● **What you need to do**: Among the lines below, return each one that contains the word "structured".

● **Exercise inputs**:
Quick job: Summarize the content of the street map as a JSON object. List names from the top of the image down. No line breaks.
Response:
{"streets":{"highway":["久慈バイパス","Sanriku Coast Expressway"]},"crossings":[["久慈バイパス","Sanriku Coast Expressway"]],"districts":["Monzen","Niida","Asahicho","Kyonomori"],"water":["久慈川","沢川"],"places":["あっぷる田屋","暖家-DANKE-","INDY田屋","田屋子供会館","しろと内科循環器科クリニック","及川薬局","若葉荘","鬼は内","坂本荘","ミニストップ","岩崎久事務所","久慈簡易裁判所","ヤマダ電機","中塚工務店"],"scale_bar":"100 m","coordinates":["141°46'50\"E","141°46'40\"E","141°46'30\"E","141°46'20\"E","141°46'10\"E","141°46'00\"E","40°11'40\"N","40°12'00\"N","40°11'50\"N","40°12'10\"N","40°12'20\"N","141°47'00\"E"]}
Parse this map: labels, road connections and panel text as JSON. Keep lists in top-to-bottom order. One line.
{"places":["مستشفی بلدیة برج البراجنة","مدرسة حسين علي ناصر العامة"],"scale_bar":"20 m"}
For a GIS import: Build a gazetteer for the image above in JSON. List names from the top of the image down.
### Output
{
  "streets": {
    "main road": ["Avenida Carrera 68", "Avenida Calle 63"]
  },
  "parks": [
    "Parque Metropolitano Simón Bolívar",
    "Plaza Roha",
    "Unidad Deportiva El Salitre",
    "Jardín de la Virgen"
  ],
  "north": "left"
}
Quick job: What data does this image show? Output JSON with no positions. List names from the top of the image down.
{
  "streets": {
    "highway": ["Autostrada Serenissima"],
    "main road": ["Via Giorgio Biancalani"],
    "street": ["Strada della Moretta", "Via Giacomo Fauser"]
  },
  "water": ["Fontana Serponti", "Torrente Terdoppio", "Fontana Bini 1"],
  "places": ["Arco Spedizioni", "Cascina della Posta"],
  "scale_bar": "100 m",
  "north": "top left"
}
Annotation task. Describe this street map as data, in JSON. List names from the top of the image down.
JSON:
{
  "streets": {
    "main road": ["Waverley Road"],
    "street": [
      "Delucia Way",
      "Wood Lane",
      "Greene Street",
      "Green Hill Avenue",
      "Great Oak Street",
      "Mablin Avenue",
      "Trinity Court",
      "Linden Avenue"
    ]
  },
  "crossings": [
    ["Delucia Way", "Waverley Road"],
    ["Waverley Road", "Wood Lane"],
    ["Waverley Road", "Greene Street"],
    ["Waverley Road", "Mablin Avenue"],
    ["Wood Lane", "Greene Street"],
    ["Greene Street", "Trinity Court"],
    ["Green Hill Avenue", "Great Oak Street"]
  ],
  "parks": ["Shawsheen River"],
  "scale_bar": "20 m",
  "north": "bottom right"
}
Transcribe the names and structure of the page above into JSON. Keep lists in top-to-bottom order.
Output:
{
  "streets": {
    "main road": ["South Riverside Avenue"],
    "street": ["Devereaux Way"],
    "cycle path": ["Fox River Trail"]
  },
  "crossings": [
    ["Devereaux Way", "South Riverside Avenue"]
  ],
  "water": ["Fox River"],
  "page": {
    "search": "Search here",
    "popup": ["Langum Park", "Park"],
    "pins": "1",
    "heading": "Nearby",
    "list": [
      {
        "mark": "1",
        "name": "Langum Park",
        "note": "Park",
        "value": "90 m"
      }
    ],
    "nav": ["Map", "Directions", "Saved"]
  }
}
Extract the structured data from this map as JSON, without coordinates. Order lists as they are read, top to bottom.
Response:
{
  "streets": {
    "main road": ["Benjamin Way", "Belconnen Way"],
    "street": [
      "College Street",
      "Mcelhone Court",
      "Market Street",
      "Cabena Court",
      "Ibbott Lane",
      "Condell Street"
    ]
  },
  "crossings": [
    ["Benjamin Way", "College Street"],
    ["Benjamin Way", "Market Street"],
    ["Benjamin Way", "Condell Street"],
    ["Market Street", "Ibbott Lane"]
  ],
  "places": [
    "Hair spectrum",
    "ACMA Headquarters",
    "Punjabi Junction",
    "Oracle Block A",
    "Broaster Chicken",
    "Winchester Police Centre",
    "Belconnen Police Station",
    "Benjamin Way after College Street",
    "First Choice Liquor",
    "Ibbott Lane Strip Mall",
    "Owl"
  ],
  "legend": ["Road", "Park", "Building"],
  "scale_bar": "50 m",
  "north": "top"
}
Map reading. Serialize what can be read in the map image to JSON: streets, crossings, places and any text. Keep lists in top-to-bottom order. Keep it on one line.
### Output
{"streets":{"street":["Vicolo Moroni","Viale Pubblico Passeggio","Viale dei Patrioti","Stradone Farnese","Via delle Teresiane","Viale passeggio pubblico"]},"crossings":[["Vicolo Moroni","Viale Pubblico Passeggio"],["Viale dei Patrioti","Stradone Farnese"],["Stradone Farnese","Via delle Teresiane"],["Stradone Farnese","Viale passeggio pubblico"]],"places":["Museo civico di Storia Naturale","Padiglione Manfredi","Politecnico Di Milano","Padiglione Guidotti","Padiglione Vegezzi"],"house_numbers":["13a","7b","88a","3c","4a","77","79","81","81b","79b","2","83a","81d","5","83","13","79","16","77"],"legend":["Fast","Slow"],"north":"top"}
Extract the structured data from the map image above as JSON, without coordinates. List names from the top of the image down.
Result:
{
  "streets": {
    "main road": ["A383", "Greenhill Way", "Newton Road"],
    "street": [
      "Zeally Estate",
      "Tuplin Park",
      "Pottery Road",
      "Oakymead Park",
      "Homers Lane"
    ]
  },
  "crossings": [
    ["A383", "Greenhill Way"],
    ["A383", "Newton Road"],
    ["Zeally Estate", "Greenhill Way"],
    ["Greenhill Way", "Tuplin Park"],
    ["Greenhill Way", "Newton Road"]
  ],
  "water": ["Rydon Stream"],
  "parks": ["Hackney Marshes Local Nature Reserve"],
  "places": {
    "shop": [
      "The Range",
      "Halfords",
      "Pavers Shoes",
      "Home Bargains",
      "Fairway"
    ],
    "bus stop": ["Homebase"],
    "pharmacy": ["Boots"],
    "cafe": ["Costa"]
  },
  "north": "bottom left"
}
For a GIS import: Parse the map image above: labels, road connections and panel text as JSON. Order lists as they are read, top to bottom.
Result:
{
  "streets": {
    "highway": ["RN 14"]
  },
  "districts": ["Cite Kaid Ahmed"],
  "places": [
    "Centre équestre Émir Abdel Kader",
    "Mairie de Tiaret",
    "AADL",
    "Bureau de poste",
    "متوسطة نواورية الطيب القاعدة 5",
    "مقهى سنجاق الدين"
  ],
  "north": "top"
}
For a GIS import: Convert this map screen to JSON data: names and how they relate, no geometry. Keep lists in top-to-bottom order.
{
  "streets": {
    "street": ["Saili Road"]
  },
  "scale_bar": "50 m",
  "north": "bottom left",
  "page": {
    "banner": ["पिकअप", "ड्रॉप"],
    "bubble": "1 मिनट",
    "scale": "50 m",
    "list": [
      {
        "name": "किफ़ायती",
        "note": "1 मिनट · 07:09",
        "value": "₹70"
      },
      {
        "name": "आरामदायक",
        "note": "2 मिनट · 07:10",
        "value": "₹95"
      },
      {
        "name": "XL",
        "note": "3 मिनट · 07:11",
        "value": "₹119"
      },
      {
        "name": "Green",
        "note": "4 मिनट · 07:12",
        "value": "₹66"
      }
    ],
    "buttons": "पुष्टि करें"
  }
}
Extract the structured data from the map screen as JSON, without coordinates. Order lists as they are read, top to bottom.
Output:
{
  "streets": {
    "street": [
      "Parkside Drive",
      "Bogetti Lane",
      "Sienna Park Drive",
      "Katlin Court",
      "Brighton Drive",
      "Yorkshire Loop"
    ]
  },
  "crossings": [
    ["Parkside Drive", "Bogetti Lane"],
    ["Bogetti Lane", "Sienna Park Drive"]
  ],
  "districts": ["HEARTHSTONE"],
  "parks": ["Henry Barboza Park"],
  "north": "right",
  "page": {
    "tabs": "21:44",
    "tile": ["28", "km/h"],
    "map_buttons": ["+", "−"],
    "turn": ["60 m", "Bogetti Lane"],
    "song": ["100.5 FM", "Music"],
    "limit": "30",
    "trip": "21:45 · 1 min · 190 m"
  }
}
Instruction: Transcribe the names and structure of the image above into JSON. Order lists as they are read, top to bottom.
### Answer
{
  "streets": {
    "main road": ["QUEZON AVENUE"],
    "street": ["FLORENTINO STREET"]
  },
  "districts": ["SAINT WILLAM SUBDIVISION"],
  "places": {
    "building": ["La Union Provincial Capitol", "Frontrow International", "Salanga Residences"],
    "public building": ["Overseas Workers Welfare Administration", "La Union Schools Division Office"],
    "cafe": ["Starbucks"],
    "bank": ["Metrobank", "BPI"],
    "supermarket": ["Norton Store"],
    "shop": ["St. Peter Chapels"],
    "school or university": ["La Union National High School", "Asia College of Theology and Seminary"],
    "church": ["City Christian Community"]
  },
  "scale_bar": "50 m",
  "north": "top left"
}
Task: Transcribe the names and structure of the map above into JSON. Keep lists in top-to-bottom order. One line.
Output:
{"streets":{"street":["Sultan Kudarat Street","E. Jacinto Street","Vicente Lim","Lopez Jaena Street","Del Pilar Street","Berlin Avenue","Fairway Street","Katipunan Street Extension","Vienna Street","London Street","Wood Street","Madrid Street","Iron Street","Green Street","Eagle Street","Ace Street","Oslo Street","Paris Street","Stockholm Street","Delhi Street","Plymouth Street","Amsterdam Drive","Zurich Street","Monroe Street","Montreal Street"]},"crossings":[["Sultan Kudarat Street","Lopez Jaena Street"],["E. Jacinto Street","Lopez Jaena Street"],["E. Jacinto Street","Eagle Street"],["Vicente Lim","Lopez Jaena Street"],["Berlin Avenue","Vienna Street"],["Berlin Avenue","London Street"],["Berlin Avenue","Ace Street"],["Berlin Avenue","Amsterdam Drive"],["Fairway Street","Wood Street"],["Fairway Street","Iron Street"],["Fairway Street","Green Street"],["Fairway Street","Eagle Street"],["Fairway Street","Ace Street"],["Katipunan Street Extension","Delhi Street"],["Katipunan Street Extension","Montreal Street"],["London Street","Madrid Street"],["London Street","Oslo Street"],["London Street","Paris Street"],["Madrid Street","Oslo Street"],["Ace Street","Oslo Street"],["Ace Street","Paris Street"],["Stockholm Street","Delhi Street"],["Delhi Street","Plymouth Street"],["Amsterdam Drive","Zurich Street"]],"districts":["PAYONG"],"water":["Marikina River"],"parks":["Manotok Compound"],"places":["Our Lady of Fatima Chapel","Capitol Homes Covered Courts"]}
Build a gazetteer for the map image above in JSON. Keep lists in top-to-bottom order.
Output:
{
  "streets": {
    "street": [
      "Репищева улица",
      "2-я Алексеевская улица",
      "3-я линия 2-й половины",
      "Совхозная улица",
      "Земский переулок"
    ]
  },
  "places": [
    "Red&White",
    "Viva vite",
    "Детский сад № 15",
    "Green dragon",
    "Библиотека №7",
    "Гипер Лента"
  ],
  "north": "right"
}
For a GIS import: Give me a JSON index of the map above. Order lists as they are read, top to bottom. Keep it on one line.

● **Solution**:
Extract the structured data from this map as JSON, without coordinates. Order lists as they are read, top to bottom.
Extract the structured data from the map image above as JSON, without coordinates. List names from the top of the image down.
Extract the structured data from the map screen as JSON, without coordinates. Order lists as they are read, top to bottom.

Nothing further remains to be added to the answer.